═══ GIVEN INFORMATION ═══
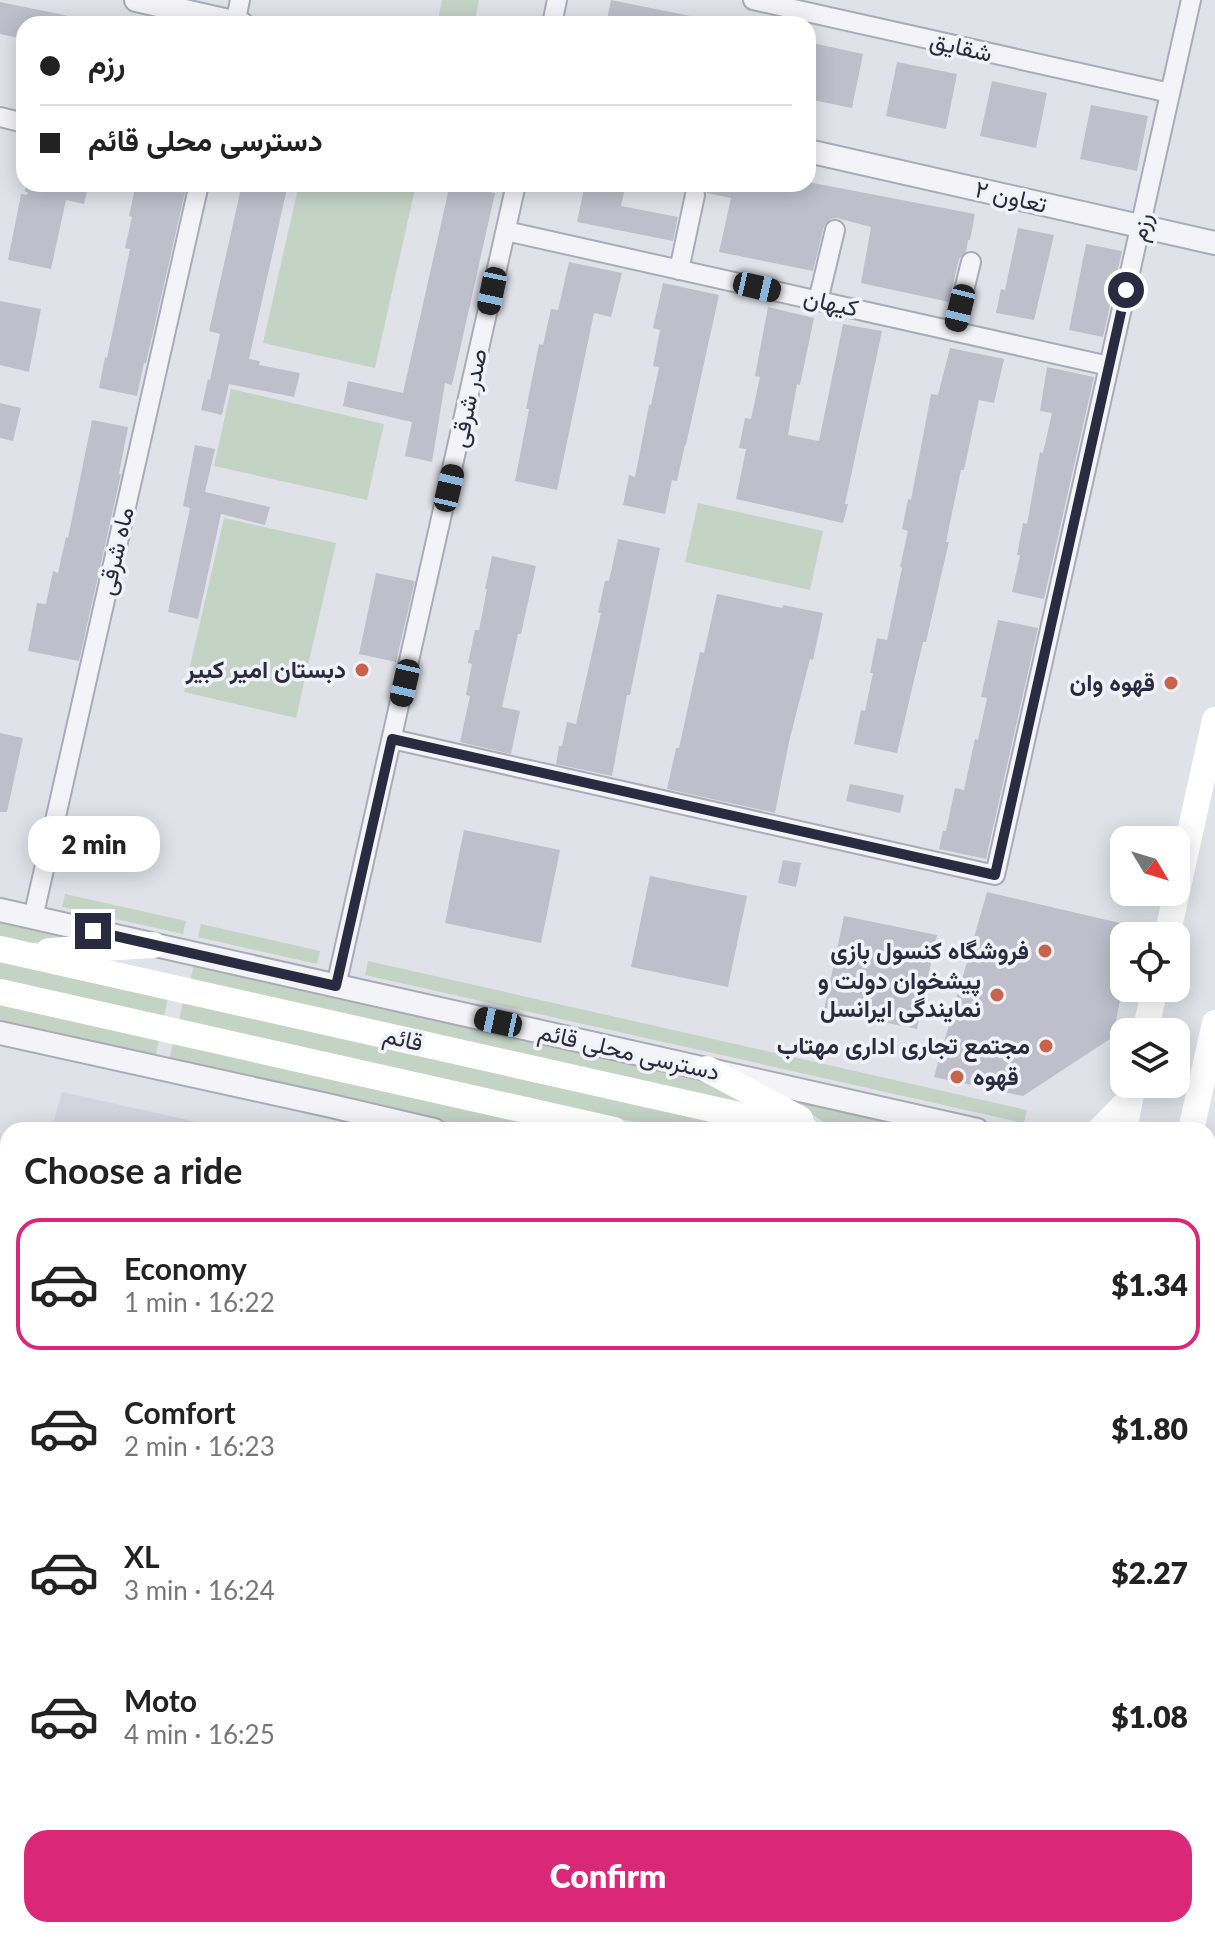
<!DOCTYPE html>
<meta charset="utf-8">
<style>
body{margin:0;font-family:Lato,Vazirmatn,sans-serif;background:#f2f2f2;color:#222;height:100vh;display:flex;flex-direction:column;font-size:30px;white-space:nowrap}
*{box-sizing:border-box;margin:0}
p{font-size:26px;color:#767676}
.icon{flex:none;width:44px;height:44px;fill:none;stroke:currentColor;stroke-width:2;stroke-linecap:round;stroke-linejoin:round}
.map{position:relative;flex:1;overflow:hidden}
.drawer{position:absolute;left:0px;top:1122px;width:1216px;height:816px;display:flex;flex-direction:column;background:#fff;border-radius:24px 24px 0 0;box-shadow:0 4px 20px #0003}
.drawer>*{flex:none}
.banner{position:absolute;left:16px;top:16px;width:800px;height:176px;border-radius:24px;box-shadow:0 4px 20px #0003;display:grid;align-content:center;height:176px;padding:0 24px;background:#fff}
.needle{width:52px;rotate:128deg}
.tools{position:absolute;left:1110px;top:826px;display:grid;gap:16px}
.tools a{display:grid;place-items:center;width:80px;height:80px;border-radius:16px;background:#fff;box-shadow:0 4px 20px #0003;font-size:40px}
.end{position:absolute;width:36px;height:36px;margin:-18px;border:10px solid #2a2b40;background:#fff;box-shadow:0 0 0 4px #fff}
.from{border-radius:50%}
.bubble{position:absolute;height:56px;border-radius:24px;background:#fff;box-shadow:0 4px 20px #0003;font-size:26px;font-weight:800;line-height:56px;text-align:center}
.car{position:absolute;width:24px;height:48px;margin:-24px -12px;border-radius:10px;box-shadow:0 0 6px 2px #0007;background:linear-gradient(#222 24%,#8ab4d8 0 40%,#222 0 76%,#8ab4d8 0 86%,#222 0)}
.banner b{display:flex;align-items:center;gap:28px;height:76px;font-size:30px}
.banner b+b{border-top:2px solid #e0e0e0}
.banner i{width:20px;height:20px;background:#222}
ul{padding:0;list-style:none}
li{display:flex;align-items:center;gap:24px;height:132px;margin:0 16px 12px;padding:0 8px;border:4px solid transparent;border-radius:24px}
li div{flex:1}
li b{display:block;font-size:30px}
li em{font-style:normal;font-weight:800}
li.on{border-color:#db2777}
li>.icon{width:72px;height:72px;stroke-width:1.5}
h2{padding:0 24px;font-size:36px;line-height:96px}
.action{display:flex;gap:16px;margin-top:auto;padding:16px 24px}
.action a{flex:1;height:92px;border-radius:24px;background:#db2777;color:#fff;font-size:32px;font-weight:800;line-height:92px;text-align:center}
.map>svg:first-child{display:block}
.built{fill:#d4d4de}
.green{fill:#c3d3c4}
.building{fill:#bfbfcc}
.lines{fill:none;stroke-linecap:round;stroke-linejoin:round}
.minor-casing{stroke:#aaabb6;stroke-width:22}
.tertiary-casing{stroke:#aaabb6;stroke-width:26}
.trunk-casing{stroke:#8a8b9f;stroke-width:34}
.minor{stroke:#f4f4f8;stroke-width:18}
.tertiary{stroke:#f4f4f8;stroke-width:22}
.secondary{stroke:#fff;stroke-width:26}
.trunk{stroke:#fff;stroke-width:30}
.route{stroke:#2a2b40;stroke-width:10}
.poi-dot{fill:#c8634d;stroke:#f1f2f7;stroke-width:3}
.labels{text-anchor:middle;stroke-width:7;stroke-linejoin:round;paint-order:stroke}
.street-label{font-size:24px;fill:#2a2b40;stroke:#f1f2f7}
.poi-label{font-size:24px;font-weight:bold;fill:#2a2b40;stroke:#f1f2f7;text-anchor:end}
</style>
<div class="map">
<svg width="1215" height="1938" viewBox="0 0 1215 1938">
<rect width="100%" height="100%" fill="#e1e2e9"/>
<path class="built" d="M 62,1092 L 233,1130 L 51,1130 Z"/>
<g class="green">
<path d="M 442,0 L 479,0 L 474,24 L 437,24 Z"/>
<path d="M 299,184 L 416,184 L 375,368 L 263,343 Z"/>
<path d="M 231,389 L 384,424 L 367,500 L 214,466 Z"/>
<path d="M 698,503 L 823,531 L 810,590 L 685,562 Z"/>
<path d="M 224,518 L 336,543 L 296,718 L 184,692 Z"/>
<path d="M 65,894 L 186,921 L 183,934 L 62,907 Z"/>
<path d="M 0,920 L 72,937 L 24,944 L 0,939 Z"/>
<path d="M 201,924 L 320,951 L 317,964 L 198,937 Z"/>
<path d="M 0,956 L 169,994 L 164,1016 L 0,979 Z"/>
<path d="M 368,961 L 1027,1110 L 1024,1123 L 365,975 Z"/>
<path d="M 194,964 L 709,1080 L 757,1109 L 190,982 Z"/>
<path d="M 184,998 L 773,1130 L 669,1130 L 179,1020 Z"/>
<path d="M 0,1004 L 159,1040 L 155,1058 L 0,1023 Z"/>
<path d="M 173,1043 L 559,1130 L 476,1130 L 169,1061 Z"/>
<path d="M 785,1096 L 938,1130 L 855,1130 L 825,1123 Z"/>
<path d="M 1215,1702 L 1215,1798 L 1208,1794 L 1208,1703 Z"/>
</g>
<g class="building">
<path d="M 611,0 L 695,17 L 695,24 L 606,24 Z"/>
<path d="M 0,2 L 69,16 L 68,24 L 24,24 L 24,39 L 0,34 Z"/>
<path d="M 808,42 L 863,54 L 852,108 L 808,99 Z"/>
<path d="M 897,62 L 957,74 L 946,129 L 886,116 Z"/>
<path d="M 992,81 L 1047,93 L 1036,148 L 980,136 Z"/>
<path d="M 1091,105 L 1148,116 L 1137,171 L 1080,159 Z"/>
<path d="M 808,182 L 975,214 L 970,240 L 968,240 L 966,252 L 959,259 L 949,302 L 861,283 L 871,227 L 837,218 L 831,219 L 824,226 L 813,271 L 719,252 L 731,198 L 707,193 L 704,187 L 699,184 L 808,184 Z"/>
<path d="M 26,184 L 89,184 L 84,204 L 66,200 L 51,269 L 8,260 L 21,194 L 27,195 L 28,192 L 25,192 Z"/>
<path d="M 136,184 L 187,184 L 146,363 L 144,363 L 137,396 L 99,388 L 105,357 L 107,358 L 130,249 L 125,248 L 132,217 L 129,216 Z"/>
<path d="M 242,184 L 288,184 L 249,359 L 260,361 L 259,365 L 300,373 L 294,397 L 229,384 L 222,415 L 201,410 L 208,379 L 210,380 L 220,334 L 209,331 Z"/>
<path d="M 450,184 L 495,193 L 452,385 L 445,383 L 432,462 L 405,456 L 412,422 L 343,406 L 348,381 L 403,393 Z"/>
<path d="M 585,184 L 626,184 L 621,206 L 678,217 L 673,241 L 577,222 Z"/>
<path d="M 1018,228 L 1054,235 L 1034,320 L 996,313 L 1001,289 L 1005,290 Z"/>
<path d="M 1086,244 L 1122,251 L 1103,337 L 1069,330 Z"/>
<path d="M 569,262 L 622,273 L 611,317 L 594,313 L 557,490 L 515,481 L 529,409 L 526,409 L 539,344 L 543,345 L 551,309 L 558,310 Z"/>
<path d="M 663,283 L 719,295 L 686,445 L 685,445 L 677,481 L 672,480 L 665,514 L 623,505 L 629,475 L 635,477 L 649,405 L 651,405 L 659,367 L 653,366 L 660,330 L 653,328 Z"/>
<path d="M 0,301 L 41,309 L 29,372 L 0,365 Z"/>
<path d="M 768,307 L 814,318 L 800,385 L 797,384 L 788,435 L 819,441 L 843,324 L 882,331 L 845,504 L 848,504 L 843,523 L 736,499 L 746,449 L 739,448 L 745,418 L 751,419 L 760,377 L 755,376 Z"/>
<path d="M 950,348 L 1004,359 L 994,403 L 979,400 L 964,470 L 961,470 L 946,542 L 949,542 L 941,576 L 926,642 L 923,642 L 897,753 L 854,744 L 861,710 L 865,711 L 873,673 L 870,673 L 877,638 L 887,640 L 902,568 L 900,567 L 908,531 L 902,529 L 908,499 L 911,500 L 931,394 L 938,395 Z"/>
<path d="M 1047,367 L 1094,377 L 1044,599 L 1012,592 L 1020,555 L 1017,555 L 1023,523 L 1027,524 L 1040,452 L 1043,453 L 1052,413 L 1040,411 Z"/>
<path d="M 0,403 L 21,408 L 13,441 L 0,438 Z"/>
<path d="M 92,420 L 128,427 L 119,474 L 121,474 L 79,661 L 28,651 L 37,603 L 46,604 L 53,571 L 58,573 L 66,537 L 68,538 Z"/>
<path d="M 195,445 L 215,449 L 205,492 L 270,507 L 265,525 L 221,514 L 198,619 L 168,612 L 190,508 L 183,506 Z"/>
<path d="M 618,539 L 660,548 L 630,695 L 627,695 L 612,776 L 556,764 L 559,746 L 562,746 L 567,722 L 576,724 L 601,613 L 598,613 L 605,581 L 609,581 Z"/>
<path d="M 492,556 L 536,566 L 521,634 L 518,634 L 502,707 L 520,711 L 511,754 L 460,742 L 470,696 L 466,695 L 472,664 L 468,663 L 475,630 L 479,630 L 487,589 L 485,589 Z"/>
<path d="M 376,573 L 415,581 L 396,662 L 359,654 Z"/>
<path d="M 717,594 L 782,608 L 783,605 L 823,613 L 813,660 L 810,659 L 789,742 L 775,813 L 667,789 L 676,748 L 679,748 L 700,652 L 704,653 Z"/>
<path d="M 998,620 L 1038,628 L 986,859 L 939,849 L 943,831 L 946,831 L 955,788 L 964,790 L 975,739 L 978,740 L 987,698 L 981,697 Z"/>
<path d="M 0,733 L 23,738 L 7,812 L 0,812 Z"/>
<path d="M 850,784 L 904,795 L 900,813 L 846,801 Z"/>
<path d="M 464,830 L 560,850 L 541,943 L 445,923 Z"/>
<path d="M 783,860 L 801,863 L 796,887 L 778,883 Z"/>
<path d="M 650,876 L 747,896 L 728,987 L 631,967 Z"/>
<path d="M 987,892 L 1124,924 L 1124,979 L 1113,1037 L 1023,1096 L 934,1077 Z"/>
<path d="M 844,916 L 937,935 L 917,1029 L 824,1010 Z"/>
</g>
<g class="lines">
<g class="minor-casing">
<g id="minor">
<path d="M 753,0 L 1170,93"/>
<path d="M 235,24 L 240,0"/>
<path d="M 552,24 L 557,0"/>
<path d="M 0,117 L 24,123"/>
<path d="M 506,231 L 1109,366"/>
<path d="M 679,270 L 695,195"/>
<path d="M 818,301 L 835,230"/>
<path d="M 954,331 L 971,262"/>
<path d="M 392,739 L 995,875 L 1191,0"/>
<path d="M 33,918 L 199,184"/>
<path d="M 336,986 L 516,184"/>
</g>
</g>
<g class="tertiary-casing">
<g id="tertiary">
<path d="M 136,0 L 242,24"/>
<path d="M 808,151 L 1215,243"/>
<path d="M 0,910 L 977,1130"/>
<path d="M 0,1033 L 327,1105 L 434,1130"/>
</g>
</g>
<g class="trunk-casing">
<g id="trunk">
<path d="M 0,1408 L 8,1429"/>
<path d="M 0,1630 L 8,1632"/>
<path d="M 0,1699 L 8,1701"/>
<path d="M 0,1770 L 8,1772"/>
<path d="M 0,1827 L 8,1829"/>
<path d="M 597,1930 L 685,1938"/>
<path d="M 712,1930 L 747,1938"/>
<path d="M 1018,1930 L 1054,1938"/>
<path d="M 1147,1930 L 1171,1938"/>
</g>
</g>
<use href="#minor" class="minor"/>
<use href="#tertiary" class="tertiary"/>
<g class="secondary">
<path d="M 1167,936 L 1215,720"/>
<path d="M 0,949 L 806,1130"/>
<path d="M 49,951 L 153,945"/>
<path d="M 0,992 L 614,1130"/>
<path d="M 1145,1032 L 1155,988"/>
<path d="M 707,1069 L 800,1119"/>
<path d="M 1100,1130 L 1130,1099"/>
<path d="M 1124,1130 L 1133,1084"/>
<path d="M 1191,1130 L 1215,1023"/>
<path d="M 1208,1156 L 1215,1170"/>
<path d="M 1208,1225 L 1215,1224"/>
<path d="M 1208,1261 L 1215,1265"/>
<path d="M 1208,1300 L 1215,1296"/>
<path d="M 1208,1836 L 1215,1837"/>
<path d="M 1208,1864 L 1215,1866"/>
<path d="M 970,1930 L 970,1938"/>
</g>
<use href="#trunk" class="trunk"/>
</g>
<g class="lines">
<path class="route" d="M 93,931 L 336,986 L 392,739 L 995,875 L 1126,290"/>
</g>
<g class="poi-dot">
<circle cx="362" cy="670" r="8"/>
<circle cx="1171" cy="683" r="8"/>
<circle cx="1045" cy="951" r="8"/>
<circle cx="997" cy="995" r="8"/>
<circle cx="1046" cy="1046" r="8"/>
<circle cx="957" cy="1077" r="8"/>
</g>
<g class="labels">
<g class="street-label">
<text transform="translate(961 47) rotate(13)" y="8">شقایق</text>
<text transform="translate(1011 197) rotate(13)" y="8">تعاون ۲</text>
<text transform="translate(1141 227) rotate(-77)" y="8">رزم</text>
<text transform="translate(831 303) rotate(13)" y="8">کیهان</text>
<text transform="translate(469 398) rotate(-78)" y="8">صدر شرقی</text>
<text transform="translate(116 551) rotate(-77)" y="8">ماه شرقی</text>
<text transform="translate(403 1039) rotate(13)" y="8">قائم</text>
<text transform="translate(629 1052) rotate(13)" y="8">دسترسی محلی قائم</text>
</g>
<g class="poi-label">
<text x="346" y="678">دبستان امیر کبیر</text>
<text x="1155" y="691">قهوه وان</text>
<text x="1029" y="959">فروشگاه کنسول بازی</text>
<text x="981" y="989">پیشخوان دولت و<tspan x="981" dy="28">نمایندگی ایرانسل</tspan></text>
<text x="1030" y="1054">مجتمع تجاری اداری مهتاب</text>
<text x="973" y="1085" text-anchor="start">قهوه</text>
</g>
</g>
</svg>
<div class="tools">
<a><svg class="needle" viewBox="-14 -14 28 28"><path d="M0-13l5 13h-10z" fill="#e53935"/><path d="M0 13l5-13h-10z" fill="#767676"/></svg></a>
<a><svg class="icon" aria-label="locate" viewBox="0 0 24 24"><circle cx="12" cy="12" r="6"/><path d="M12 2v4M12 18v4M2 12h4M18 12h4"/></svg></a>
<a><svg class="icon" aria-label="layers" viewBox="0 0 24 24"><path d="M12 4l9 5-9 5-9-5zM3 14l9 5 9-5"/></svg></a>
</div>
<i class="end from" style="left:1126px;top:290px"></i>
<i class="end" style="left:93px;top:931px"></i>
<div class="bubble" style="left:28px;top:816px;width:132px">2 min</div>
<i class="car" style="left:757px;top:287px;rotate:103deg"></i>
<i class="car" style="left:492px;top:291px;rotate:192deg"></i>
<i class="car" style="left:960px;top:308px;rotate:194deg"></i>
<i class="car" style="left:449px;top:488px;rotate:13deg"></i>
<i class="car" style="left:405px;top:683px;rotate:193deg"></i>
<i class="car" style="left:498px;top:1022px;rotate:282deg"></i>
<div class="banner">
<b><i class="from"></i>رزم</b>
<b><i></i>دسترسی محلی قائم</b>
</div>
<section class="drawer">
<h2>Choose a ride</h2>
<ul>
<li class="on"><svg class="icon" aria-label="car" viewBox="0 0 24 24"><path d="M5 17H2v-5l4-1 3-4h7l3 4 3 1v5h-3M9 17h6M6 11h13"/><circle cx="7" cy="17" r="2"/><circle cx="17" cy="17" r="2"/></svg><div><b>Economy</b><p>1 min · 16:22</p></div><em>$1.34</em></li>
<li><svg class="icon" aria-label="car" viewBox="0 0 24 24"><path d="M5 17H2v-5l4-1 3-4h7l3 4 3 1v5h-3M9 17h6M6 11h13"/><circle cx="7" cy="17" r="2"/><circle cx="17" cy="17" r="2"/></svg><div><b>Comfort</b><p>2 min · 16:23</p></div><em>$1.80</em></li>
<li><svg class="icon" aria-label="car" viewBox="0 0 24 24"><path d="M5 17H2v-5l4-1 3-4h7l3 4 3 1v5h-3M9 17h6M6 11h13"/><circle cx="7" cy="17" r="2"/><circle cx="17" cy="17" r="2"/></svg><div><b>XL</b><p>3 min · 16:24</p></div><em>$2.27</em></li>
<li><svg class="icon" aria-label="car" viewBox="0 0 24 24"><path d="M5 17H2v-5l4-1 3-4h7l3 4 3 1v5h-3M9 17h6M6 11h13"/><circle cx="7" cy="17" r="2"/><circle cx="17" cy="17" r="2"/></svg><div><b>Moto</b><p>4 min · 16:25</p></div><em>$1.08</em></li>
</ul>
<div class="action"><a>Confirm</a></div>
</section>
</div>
═══
- WORK TASK -
Would you please copy all lines in the data that contain the word "linecap"?

- SOLVED PROBLEM -
.icon{flex:none;width:44px;height:44px;fill:none;stroke:currentColor;stroke-width:2;stroke-linecap:round;stroke-linejoin:round}
.lines{fill:none;stroke-linecap:round;stroke-linejoin:round}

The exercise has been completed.